Monday, September 05, 2005

Kyoto, Japan


Its my birthday and what a way to celebrate. Saturday morning, Sallie, Berry and Bev Nelson and Roy and I loaded up a van and headed north to Kyoto. The weather was outstanding but we did hear about a Super Typhoon brewing in the south. Nothing we were going to worry about.
We have all been to Kyoto before and we have all loved it, but before we had taken a tour with ITT and this time we were on our own.
We had a lot of trouble finding a hotel that could accommodate us all. We needed two doubles and one single and we needed parking. Parking it turned out was the hardest thing to find. Some had no parking at all, some changed hourly, but finally we found one with free parking, and the price was right.
Well, okay Japanese hotels are expensive. If you can find something for under a hundred a night, you can consider yourself really lucky. The Kyoto New Hotel, (which I don't think is very "new") checked in at just $100 a night for a double and that was a great deal. It had two beds, a refrig, a pot to make hot water, and like all hotels, robes and slippers.
The trip up was about 6 hours long with all of us taking a turn at driving, and we arrived before check in time so we started sighseeing right away. The first stop was to a handicraft place where they showed how textiles were woven, wood was carved, pottery turned, etc. It was fasinating, especially the textiles. We spent a good three hours just wandering around looking at all the Japanese crafts.
Our Hotel wasn't hard to find and like most Japanese hotels, the rooms were small and clean. The beds have to be the hardest in the world, and the pillows are all rice husks or barley or some sort of bean. Also, you can always find porn on Japanese television so I always tell folks not to let the kids channel surf in Japan cause they will get a great education.
We all decided that Italian would be a great dinner and we found a restaurant a couple blocks away. Have I mentioned that Japanese food is expensive. For 33.00 Roy and I had a plate of noodles and some garlic bread and drinks.
Sunday morning, we went downstairs for breakfast and I ordered the Japanese Breakfast for 12.00. I got a green salad, a raw egg, a slice of smoked fish, miso soup and a bowl of rice. I mixed the egg in the miso to cook it a bit. The others only groaned when they saw me eat it, but it was better than their watery scrambled eggs with catsup and corn soup.
We hopped a bus and went to the Silver Pavillion. They were doing some construction but the grounds were beautiful.
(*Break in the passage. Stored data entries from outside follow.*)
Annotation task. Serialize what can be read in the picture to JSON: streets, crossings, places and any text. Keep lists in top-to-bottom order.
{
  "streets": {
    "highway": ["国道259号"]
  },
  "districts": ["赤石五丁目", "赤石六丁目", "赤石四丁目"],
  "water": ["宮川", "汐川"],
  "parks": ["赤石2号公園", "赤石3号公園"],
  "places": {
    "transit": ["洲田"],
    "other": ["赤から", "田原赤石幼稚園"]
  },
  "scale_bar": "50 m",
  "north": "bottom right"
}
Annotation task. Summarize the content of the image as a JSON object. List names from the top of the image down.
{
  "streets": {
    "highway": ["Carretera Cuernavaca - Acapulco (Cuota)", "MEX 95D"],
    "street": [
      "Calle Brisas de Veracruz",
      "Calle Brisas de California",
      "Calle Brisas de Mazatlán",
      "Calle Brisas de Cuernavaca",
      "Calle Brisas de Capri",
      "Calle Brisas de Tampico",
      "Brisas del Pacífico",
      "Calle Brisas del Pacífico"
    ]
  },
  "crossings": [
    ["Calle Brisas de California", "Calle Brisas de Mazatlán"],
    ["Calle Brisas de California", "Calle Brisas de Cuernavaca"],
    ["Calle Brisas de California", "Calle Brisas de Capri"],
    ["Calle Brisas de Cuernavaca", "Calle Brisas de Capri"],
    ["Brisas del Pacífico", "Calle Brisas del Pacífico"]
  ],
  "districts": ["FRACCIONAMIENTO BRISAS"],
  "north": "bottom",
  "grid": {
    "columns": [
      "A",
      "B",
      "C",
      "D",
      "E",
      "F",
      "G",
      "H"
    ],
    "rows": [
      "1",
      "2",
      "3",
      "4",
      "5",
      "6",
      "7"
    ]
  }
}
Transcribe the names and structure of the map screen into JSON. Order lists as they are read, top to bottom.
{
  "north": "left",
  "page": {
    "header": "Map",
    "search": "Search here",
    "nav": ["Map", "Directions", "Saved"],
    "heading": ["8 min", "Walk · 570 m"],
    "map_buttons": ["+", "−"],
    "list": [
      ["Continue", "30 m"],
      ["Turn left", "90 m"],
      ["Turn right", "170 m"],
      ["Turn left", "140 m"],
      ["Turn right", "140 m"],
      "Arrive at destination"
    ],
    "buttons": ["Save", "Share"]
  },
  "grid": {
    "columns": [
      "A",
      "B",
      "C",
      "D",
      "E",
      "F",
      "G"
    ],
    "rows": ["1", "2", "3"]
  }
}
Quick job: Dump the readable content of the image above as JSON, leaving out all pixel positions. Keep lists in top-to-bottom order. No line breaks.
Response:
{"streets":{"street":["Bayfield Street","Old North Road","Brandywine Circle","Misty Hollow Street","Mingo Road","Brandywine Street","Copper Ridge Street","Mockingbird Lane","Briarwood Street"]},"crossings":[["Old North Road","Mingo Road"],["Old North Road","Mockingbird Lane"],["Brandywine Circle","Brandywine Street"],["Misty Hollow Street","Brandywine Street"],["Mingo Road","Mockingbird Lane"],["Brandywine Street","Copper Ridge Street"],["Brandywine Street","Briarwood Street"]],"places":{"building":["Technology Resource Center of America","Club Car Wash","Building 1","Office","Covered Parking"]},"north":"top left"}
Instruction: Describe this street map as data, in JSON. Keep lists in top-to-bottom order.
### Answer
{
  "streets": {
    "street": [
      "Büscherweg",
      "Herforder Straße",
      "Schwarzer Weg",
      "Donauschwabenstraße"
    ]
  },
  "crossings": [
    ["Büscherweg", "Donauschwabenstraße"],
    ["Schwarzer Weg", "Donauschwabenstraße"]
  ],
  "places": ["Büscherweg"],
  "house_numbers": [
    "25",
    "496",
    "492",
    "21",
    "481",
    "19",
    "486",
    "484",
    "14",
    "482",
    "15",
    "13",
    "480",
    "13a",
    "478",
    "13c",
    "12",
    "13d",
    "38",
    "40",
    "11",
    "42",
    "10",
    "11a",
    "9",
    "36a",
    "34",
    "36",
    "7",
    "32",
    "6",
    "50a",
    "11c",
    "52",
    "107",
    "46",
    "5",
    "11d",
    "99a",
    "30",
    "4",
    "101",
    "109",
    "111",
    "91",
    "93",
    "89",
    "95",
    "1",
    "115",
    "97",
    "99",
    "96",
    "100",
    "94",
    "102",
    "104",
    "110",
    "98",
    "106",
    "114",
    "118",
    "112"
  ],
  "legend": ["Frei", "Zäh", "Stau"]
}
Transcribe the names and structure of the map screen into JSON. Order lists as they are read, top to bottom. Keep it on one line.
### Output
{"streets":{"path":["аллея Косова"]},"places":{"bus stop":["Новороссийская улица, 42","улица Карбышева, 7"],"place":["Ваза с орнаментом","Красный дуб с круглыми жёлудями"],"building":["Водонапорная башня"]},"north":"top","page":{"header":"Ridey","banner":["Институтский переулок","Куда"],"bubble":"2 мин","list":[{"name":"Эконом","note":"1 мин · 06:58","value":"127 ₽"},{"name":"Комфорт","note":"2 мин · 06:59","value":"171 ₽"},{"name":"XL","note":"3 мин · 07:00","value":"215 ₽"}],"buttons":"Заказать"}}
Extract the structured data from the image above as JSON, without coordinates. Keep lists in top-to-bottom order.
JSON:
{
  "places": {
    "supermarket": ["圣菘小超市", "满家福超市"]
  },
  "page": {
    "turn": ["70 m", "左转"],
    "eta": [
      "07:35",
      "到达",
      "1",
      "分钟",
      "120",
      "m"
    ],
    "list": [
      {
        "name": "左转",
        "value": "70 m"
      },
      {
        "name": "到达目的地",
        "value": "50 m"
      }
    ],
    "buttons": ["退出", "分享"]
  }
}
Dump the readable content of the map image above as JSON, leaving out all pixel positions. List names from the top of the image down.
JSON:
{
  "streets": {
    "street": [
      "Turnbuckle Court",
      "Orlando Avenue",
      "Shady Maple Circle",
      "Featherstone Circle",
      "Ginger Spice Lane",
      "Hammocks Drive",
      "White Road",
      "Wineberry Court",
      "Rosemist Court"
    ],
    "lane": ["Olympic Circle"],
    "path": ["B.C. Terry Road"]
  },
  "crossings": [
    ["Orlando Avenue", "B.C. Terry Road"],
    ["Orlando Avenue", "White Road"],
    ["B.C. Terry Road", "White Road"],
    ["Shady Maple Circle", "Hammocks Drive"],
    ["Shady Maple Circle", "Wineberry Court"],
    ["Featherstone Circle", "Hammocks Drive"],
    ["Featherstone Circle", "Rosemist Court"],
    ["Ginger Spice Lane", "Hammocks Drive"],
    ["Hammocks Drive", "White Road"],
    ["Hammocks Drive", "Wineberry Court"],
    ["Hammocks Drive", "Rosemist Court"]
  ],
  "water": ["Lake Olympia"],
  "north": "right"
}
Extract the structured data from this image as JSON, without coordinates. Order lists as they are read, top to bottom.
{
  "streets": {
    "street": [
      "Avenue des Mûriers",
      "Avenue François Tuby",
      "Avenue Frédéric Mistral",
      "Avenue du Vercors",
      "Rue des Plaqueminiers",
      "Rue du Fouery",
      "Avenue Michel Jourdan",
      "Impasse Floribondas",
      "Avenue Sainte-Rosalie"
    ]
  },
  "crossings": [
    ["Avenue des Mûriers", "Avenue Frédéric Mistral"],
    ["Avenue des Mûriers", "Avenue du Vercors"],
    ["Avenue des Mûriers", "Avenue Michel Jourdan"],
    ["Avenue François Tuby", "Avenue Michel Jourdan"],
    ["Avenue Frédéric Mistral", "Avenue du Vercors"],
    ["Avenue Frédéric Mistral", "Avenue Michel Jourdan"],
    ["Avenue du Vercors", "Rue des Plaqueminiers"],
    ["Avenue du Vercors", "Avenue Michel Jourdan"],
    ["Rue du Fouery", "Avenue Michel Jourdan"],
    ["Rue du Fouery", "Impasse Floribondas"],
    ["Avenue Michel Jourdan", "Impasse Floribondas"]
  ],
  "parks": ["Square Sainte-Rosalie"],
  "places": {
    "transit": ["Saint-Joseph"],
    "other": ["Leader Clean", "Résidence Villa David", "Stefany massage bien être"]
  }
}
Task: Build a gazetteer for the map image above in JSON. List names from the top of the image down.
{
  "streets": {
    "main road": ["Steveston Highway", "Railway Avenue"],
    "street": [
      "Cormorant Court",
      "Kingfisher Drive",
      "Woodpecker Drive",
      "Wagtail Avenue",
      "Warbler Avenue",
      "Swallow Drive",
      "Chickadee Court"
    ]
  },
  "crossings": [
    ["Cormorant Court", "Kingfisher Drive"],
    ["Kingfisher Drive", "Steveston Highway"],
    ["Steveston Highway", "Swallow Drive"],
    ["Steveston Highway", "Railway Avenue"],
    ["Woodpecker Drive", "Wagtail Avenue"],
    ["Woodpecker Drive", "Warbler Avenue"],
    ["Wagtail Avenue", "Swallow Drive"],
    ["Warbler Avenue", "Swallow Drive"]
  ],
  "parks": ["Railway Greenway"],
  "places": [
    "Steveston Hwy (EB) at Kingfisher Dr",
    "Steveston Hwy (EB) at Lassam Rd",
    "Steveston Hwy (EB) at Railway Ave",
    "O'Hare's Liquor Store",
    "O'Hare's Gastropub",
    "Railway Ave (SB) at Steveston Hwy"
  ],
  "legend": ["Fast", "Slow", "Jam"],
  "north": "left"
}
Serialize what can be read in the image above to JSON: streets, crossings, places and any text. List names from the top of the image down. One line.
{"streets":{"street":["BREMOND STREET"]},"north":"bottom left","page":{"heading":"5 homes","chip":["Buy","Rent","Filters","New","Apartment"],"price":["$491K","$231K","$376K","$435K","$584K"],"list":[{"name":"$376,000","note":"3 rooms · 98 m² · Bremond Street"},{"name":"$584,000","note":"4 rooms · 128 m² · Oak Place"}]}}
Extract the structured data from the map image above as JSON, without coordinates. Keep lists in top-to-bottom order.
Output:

From there we walked along the river on the Philosophers path, past a half dozen or so temples, like the one above. They are so beautiful, but like castles, temples are all starting to look like, so we headed to the Kyoto National Museum.
I am telling you, it was probably the most interesting one that I have seen in a long time. There were huge Buddas carved from wood dating back to the 15 and 16th century. There was pottery dating back to about the 1st century and examples of kimonos that were just awesome. It was an amazing museum.
Lunch for 4, bacon, lettuce and tomato sandwiches and ice tea. 30.00 dollars
Our final stop was the Kyoto Handicraft Gallery where they make and sell everything Japanese from pearl jewerly, laquare ware, woodblocking, textiles, etc. We bought a music box for a friend of mine in Washington and some pictures of Kyoto for us. While we were shopping, the rain started and it didn't let up for the rest of the trip.
We certainly lucked out for dinner. We found this little Chinese place a couple blocks from the hotel and we had the most delicious meal, best Chinese since I have been here. It was a popular place, as tables were all full and folks can in for take out constantly. It was a winner and if I ever go back, its on the short list of places to eat. Cheap to,,,, well for Japan.
Monday we headed home as the typhoon was getting closer and closer and we didn't want to get stuck.